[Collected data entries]
..........
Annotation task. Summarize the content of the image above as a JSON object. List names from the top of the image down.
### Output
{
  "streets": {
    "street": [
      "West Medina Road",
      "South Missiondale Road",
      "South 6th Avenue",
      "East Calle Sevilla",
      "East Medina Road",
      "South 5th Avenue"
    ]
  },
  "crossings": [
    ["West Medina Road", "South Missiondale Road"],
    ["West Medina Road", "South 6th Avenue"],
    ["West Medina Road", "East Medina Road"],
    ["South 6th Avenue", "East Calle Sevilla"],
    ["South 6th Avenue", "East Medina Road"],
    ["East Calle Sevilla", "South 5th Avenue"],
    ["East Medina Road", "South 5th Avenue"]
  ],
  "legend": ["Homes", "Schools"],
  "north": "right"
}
..........
▶ [Task objective]
Word for word, repeat the records above.

▶ [Exercise result]
Annotation task. Summarize the content of the image above as a JSON object. List names from the top of the image down.
### Output
{
  "streets": {
    "street": [
      "West Medina Road",
      "South Missiondale Road",
      "South 6th Avenue",
      "East Calle Sevilla",
      "East Medina Road",
      "South 5th Avenue"
    ]
  },
  "crossings": [
    ["West Medina Road", "South Missiondale Road"],
    ["West Medina Road", "South 6th Avenue"],
    ["West Medina Road", "East Medina Road"],
    ["South 6th Avenue", "East Calle Sevilla"],
    ["South 6th Avenue", "East Medina Road"],
    ["East Calle Sevilla", "South 5th Avenue"],
    ["East Medina Road", "South 5th Avenue"]
  ],
  "legend": ["Homes", "Schools"],
  "north": "right"
}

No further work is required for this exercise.